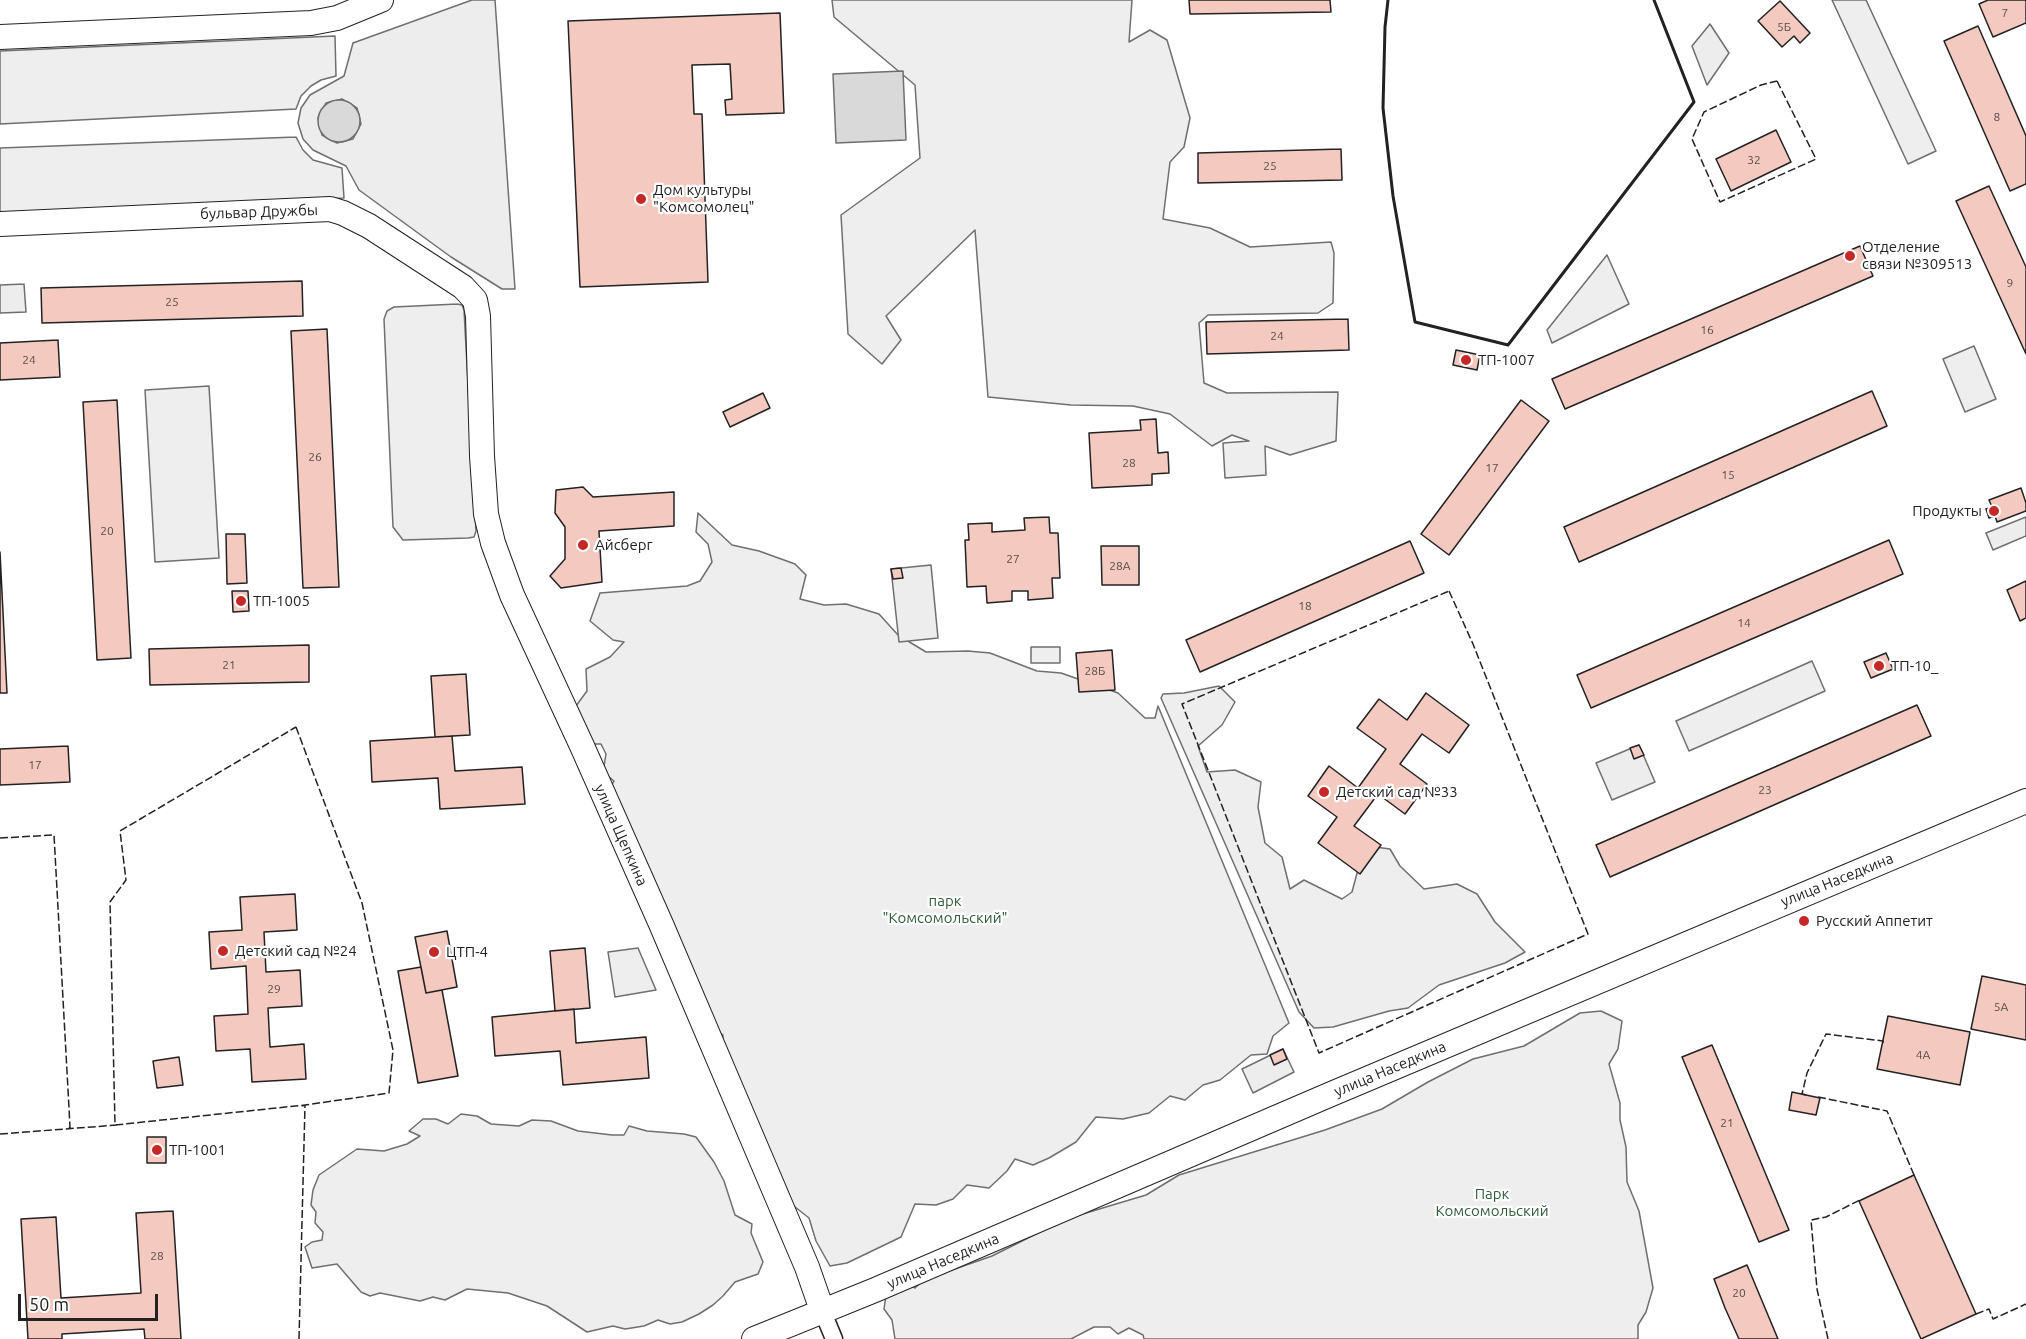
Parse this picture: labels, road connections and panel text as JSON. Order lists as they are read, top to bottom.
{
  "streets": {
    "main road": ["бульвар Дружбы", "улица Щепкина", "улица Наседкина"]
  },
  "crossings": [
    ["бульвар Дружбы", "улица Щепкина"],
    ["улица Щепкина", "улица Наседкина"]
  ],
  "parks": ["парк \"Комсомольский\"", "Парк Комсомольский"],
  "places": [
    "Дом культуры \"Комсомолец\"",
    "Отделение связи №309513",
    "ТП-1007",
    "Продукты",
    "Айсберг",
    "ТП-1005",
    "ТП-10_",
    "Детский сад №33",
    "Русский Аппетит",
    "Детский сад №24",
    "ЦТП-4",
    "ТП-1001"
  ],
  "house_numbers": [
    "7",
    "5Б",
    "8",
    "32",
    "25",
    "9",
    "25",
    "16",
    "24",
    "24",
    "26",
    "28",
    "17",
    "15",
    "20",
    "27",
    "28А",
    "18",
    "14",
    "21",
    "28Б",
    "17",
    "23",
    "29",
    "5А",
    "4А",
    "21",
    "28",
    "20"
  ],
  "scale_bar": "50 m"
}
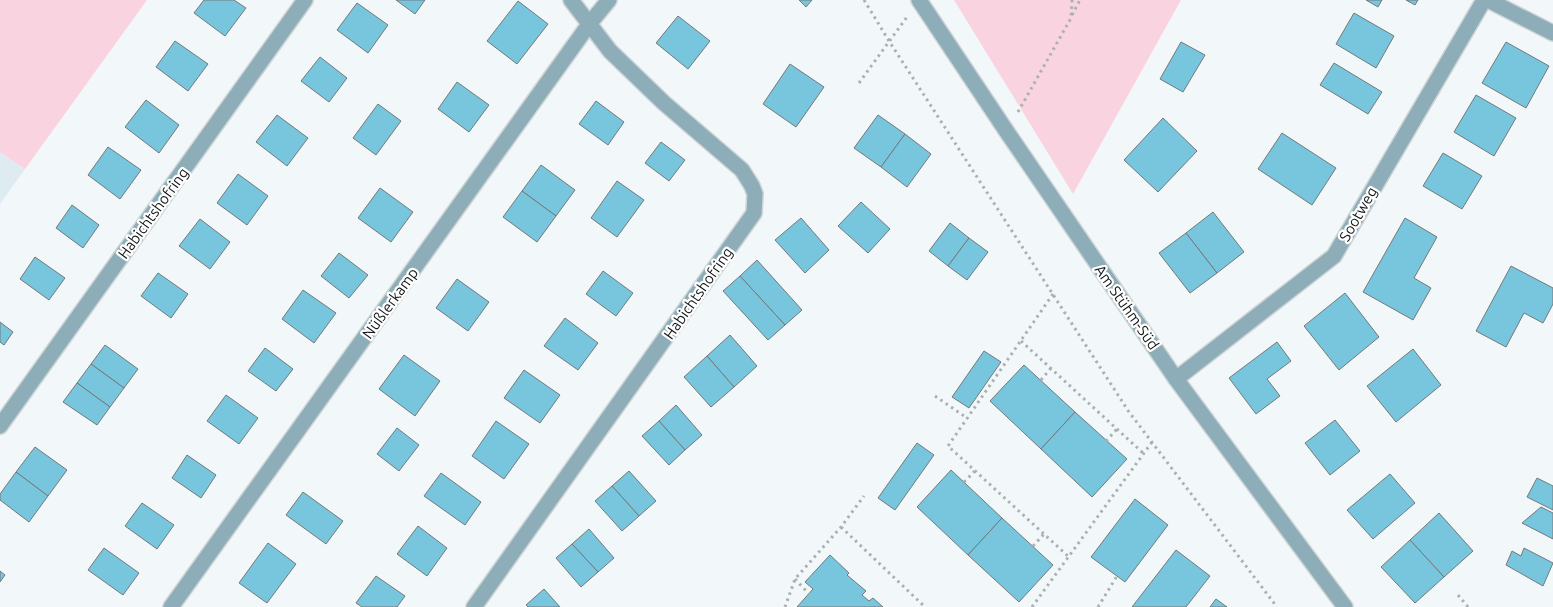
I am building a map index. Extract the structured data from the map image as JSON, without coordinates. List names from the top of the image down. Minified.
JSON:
{"streets":{"street":["Habichtshofring","Sootweg","Nüßlerkamp","Am Stühm-Süd"]},"crossings":[["Habichtshofring","Nüßlerkamp"],["Sootweg","Am Stühm-Süd"]]}
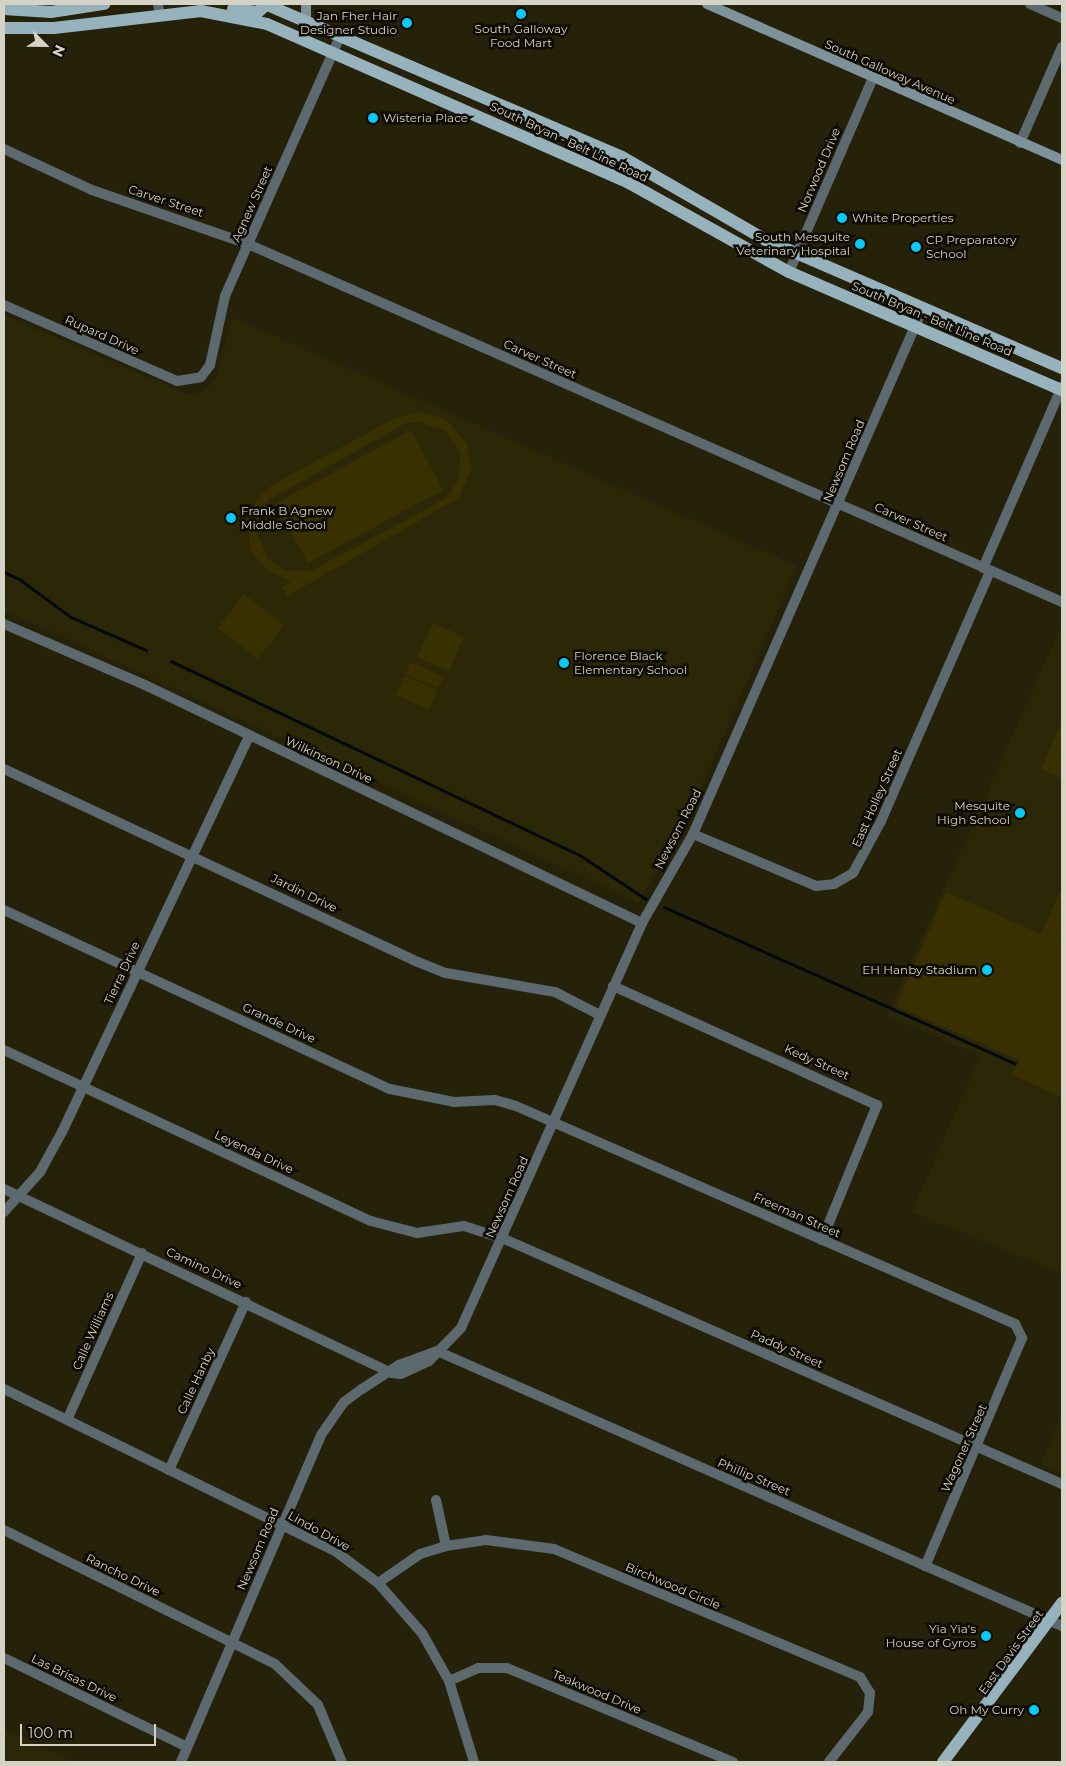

* **Goal of the exercise**: Write out, word for word, the lines running from the one containing "I am building" to the end of the data above; the pictures are to be left out.

* **Answer**:
I am building a map index. Extract the structured data from the map image as JSON, without coordinates. List names from the top of the image down. Minified.
JSON:
{"streets":{"street":["Habichtshofring","Sootweg","Nüßlerkamp","Am Stühm-Süd"]},"crossings":[["Habichtshofring","Nüßlerkamp"],["Sootweg","Am Stühm-Süd"]]}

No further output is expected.